What the task asks:
Apart from the pictures, please restate every entry below exactly.

[[ Data excerpts, beginning ]]

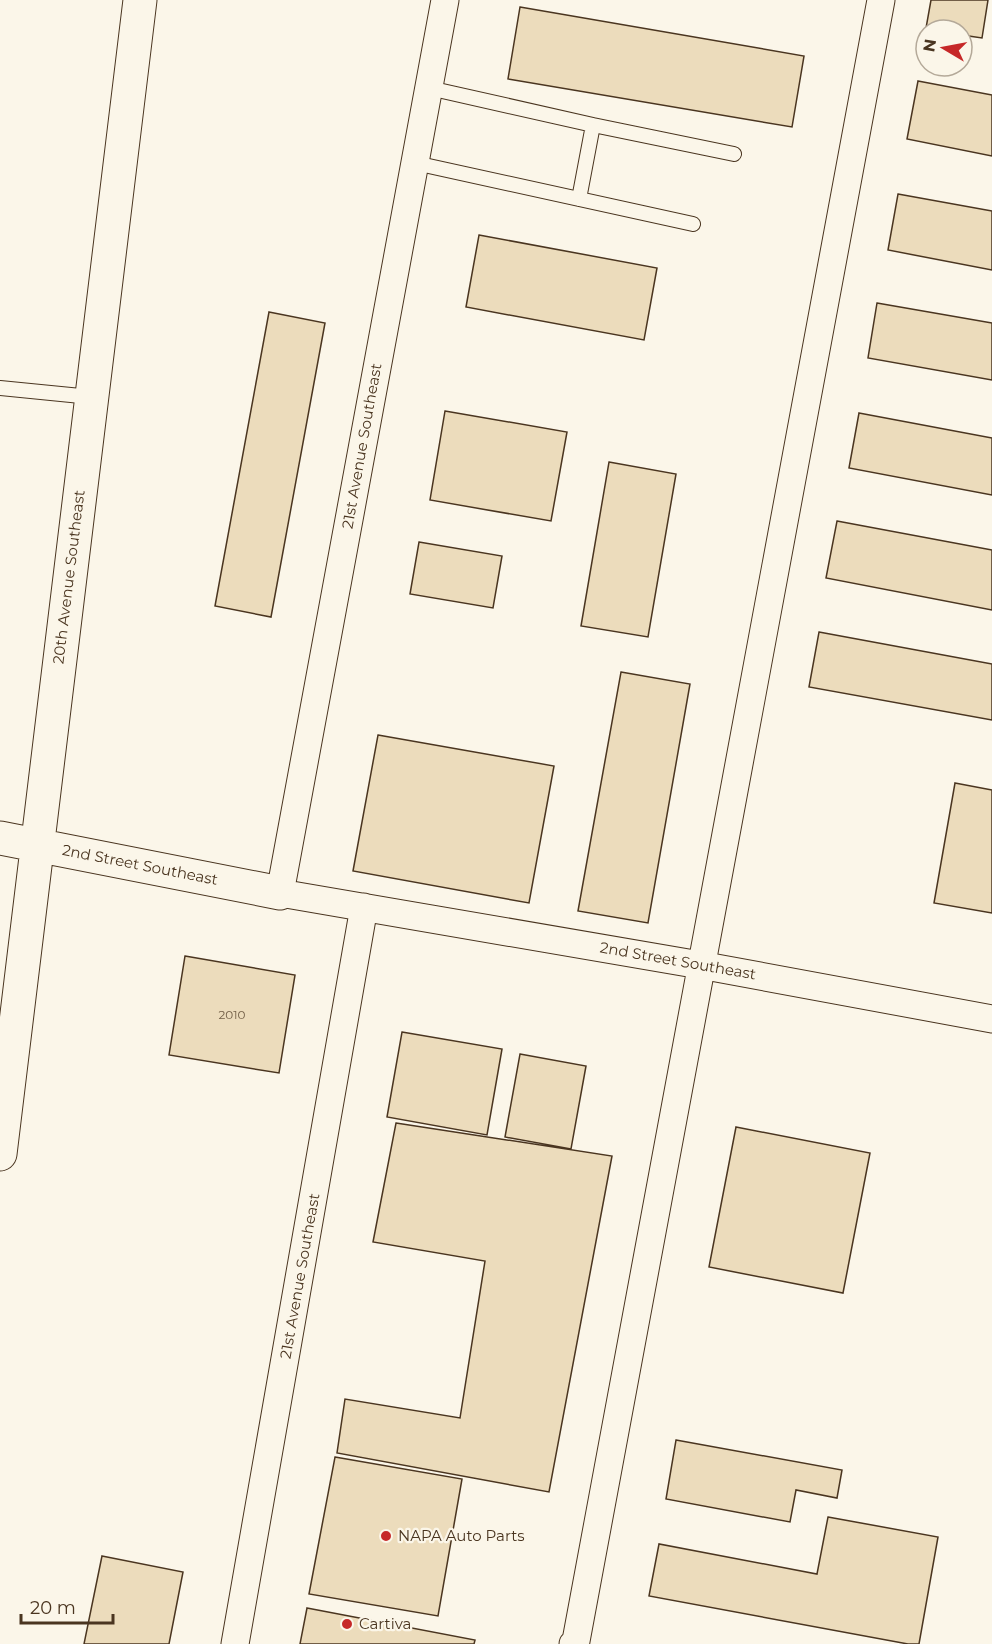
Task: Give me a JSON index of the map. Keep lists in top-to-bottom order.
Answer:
{
  "streets": {
    "street": ["21st Avenue Southeast", "20th Avenue Southeast", "2nd Street Southeast"]
  },
  "crossings": [
    ["21st Avenue Southeast", "2nd Street Southeast"],
    ["20th Avenue Southeast", "2nd Street Southeast"]
  ],
  "places": ["NAPA Auto Parts", "Cartiva"],
  "house_numbers": ["2010"],
  "scale_bar": "20 m",
  "north": "left"
}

[[ Data excerpts, end ]]

Exercise result:
Task: Give me a JSON index of the map. Keep lists in top-to-bottom order.
Answer:
{
  "streets": {
    "street": ["21st Avenue Southeast", "20th Avenue Southeast", "2nd Street Southeast"]
  },
  "crossings": [
    ["21st Avenue Southeast", "2nd Street Southeast"],
    ["20th Avenue Southeast", "2nd Street Southeast"]
  ],
  "places": ["NAPA Auto Parts", "Cartiva"],
  "house_numbers": ["2010"],
  "scale_bar": "20 m",
  "north": "left"
}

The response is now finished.